Each program is different in their specific needs and wants. At CIS we understand and therefore look at the needs specific to your group to offer the best option to accomplish the group’s overall goal. Below are some of the products and services CIS offers.
This workers’ compensation product gives the employer the opportunity to take on risk in the form of a large deductible, usually $150,000 or more without state approval. A claims payment fund must be established and maintained by the employer from which the TPA draws funds to pay claims. Collateral is required in the event the insured cannot meet the claim payments. This is often the first step taken by an employer in order to experience taking on risk prior to application to the state department of insurance for approval to become self-insured.
When an employer is willing to take on risk in the form of a self-insured retention (SIR) of $300,000 or more, they are individually self-insured. The risk should generate a minimum of $300,000 in workers’ compensation premium. Financials must be secure and pre-approval from the state department of insurance is required. Claims are handled by a Third Party Administrator (TPA) and some states require security in the form of cash or a surety bond as collateral. Group Self-Insured Program.

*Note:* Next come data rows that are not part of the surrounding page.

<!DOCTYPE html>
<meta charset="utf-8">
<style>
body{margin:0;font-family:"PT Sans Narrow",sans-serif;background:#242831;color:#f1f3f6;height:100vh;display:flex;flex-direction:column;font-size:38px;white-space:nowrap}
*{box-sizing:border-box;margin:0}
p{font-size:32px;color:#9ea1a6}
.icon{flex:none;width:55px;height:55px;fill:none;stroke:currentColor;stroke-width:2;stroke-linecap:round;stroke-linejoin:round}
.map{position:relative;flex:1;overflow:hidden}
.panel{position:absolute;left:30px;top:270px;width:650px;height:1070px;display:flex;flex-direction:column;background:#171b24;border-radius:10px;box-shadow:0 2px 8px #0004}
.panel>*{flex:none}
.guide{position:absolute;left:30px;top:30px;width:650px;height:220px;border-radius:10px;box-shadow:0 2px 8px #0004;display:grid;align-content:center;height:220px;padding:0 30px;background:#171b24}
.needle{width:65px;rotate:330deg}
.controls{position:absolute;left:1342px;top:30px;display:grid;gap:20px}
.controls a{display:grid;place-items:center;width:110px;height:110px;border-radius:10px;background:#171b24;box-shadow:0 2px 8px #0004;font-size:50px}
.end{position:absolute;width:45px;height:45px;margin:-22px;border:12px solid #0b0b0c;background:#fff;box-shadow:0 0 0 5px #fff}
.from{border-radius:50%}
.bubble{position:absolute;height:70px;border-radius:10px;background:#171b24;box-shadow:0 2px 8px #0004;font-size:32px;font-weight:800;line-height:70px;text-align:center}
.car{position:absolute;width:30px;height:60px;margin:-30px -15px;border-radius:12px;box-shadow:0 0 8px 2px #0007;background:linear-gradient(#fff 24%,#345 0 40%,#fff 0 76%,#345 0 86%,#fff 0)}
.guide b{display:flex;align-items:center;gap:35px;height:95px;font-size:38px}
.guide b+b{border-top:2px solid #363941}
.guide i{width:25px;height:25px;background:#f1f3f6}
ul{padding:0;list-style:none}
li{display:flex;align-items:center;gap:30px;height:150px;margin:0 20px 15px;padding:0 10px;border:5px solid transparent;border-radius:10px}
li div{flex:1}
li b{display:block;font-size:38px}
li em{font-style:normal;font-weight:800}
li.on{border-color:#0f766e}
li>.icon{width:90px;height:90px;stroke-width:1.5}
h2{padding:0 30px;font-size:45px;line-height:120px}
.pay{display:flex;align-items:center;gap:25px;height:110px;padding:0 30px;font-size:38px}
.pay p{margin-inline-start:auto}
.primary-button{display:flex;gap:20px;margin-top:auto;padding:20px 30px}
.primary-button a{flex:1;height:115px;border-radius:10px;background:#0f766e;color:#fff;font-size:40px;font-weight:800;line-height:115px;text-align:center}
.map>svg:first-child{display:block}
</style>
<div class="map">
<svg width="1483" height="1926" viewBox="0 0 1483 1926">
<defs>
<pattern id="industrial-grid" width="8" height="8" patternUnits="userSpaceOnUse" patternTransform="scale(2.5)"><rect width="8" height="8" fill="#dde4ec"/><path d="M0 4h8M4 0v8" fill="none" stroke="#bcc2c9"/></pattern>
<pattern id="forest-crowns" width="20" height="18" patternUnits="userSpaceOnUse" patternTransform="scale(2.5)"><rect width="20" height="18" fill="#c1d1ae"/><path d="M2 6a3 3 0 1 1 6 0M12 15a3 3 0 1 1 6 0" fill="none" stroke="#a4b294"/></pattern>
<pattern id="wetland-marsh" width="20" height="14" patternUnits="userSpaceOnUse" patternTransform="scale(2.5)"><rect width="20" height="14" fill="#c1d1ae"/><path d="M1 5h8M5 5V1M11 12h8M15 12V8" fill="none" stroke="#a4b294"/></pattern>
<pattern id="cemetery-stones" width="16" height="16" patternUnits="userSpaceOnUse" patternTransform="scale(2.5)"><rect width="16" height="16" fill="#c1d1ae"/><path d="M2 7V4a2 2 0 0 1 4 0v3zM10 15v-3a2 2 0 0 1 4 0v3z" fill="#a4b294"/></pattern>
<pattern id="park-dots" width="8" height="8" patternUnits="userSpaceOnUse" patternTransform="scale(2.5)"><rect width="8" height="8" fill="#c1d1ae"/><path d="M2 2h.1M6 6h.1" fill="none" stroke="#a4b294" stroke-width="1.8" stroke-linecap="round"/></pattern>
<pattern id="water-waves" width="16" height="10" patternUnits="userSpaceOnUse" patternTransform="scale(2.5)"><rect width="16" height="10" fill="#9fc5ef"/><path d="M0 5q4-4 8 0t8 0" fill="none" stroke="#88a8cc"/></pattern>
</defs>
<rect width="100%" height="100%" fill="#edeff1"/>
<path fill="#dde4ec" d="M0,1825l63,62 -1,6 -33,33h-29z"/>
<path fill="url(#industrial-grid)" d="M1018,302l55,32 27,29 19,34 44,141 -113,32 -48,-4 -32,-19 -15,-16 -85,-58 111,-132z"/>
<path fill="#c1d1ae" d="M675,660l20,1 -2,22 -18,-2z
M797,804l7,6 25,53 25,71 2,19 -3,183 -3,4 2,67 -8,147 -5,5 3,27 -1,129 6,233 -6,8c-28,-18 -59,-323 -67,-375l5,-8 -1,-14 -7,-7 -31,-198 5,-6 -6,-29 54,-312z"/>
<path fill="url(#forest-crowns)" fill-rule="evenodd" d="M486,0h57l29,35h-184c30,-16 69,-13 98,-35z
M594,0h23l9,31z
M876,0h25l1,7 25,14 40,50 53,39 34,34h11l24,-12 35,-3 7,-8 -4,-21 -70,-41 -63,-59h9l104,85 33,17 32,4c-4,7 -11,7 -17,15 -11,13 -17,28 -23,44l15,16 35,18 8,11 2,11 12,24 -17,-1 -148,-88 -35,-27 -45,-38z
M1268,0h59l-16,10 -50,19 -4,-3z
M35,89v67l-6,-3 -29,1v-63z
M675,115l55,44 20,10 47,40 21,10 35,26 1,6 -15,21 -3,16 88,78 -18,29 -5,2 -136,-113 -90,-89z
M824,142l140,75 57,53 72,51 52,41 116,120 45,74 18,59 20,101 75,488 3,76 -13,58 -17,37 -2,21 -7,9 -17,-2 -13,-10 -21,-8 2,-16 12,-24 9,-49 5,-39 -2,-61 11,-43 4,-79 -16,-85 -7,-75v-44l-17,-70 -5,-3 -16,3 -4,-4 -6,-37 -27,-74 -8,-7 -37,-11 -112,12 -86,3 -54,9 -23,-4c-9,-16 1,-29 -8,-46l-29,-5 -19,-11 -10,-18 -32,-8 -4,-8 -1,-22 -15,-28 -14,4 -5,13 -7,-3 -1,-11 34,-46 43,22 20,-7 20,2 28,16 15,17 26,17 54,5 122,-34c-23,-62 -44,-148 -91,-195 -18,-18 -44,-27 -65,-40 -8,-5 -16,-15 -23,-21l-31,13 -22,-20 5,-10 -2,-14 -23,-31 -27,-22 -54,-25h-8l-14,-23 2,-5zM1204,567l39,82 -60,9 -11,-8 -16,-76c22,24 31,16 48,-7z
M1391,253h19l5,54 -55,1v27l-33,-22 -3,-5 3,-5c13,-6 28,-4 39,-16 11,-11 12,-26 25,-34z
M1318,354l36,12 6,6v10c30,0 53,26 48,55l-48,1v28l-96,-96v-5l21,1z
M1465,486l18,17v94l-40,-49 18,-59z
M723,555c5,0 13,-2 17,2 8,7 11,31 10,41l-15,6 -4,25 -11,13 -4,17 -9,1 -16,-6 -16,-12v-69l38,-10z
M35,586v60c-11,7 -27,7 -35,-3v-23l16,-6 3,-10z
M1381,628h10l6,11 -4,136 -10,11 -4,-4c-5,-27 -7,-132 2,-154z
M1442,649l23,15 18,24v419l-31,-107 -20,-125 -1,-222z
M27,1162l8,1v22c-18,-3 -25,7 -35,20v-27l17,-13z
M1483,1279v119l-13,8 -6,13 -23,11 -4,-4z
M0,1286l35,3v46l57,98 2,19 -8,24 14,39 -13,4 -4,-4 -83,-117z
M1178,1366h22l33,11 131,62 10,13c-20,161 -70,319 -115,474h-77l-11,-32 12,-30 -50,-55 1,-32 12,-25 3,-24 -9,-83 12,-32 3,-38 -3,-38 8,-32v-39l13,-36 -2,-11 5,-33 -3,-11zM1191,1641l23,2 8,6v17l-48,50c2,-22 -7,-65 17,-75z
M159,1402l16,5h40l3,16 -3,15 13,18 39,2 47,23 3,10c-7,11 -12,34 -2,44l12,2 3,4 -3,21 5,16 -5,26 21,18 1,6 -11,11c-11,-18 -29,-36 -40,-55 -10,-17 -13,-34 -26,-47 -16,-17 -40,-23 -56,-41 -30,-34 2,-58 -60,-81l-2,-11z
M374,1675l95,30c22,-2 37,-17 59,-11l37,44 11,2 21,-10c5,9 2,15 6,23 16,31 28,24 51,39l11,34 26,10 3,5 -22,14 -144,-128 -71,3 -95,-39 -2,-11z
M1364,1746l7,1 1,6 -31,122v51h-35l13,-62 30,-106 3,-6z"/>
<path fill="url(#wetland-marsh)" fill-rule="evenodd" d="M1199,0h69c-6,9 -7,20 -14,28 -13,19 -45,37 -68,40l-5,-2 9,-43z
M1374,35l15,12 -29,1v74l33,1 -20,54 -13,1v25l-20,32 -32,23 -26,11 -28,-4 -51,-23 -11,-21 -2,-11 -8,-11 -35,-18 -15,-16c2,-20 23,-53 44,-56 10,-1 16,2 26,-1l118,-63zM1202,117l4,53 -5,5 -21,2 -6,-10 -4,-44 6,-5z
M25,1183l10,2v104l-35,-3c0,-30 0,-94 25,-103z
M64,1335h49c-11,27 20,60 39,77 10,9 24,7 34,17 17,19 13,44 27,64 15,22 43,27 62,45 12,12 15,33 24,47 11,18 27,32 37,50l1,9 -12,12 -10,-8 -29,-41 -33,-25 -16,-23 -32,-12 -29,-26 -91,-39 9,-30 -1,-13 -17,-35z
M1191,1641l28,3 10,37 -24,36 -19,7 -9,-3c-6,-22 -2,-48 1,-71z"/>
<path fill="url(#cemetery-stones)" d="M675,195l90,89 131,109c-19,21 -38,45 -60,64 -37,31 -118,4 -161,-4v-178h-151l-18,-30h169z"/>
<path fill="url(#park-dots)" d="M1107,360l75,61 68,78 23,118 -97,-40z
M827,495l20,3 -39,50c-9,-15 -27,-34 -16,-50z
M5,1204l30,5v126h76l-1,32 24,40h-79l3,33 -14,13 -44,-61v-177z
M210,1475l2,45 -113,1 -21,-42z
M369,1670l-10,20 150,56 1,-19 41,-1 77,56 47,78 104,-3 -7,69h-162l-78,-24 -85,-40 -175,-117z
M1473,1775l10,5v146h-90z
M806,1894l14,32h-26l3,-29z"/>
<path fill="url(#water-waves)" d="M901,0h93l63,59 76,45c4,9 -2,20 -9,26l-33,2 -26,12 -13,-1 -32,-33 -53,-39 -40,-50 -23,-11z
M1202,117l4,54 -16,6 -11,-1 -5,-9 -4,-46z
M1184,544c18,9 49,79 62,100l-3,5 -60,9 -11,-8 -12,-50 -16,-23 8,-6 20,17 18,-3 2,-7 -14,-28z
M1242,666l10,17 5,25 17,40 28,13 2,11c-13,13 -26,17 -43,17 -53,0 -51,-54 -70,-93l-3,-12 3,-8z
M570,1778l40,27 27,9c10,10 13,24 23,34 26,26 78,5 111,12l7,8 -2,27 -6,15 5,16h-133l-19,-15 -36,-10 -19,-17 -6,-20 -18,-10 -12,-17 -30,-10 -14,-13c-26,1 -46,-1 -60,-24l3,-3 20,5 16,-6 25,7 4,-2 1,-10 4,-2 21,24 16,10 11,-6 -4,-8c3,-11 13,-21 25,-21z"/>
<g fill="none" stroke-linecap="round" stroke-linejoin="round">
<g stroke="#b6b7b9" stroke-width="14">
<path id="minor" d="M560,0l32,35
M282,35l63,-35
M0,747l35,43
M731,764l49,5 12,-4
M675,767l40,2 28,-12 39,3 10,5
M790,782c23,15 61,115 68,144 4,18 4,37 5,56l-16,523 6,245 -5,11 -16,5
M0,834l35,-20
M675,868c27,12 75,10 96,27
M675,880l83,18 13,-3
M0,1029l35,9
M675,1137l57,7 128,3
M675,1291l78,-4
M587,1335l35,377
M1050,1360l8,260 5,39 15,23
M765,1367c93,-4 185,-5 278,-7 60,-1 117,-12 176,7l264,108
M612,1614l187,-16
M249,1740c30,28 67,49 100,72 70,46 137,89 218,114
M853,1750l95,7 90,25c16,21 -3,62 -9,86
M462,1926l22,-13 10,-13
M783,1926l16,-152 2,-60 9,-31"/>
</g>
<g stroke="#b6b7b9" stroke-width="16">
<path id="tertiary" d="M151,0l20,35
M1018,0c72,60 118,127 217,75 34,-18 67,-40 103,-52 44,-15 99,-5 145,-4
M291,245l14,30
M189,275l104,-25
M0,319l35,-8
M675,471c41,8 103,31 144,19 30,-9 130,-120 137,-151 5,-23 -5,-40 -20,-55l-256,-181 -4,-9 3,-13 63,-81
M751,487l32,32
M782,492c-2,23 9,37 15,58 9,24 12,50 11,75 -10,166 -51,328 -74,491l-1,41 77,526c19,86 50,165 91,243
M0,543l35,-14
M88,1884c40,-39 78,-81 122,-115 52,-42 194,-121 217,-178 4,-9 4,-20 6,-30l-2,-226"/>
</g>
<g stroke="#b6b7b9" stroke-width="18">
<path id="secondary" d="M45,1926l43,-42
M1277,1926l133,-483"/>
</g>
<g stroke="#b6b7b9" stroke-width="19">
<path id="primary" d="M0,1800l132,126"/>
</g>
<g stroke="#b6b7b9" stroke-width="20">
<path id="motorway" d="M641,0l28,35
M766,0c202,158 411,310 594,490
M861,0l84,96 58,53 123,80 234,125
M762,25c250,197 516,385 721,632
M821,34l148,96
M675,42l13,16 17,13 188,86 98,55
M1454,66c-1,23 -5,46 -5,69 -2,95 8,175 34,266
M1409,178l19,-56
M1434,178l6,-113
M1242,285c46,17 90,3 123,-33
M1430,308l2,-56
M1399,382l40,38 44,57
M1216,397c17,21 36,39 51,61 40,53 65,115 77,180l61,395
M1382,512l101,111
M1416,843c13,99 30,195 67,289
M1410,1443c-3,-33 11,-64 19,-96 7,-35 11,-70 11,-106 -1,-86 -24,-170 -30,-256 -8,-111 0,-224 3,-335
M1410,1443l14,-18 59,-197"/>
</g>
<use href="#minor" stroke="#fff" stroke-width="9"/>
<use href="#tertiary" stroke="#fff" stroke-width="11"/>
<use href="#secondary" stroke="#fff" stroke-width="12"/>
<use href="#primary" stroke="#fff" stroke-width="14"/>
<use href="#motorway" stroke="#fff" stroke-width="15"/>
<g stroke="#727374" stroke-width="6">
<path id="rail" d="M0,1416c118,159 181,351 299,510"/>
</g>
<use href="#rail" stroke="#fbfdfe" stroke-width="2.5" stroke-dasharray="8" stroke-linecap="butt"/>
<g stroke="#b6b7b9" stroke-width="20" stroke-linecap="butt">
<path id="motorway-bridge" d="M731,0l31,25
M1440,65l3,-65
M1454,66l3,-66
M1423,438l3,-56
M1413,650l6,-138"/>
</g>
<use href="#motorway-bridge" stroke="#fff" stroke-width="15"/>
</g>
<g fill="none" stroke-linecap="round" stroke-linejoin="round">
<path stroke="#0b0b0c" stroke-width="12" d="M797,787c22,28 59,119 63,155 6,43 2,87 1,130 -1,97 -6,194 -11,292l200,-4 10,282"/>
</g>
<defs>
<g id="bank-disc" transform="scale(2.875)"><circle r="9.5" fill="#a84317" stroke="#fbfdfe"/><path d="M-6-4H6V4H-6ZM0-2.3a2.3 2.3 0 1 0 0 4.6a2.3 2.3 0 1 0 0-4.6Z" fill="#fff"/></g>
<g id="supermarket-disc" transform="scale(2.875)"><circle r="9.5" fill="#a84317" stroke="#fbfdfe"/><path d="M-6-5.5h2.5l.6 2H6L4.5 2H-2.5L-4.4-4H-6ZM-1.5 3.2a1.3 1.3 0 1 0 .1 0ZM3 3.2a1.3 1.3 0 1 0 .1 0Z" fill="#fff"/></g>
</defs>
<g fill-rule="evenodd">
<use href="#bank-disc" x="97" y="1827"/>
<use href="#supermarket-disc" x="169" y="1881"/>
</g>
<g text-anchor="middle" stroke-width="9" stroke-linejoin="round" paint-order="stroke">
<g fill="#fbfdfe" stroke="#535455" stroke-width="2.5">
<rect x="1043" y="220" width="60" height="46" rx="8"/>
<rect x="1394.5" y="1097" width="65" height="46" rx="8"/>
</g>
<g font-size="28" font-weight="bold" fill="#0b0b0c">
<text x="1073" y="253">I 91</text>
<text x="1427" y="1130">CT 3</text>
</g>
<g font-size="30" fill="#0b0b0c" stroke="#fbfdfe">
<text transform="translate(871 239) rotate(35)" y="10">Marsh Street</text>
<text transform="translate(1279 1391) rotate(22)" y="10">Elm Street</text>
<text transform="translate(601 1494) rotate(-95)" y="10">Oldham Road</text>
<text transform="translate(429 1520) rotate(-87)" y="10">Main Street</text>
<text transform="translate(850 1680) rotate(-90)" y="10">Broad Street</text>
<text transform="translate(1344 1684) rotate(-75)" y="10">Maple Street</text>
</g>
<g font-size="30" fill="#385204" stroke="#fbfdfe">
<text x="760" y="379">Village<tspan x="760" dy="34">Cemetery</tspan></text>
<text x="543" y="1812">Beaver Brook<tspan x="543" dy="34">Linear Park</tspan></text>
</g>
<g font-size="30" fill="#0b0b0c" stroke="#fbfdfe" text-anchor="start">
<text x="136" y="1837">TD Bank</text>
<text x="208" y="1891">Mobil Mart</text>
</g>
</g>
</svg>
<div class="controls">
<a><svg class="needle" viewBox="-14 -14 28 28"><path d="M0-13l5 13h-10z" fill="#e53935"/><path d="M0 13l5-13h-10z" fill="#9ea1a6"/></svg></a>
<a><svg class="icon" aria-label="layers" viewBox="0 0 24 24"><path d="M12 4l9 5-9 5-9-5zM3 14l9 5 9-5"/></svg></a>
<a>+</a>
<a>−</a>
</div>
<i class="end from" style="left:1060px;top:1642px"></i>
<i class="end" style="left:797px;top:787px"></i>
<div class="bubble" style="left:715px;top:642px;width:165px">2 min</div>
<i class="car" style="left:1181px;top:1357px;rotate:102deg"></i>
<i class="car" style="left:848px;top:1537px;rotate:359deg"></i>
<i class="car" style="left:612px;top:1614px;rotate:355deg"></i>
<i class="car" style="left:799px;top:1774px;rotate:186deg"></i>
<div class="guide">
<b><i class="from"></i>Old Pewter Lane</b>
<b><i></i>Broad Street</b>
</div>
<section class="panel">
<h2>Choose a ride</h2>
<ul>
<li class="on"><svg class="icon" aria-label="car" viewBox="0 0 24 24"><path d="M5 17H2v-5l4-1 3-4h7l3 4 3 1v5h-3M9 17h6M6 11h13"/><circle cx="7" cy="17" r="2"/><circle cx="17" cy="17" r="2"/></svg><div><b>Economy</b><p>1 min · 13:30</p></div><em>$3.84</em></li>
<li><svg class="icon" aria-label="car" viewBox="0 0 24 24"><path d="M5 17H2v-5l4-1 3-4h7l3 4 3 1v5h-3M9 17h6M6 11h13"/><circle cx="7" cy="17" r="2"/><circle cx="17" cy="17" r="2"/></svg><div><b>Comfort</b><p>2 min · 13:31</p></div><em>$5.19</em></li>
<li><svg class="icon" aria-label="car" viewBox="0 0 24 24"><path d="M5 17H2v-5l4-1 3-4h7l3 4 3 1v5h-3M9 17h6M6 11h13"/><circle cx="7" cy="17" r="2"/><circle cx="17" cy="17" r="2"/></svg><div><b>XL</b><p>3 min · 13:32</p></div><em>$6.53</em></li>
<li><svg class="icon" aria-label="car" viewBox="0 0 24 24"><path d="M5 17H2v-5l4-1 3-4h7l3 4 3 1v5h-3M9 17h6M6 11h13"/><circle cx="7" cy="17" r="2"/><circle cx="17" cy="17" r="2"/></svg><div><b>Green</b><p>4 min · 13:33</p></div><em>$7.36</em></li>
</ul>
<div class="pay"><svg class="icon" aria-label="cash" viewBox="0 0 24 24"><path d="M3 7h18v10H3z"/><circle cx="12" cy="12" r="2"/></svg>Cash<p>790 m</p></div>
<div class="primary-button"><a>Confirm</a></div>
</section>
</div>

A Workers’ compensation insurance program where a homogeneous pool of like businesses and exposures form their own risk retention group is a group self-insurance program. Excess insurance is purchased on the same basis as an individual self-insured. Financial and actuarial analysis is required, claims are handled by a TPA and collateral may be required.
The insurance carrier assumes all total outstanding liabilities of a self-insured for a specific time frame. This is a good tool for the insured to convert all liabilities into a fixed payment; potentially the release of collateral with the state; and improve their balance sheet.
Surety Bonds are a means of providing collateral in the event the insured is financially unable to pay workers’ compensation claims.
A workers’ compensation program where the initial premium is an estimate based on loss experience for a policy period. The actual premium calculation is performed at the end of the policy period. The result can be an additional premium due or a refund based on the insured’s loss experience compared to the initial estimate.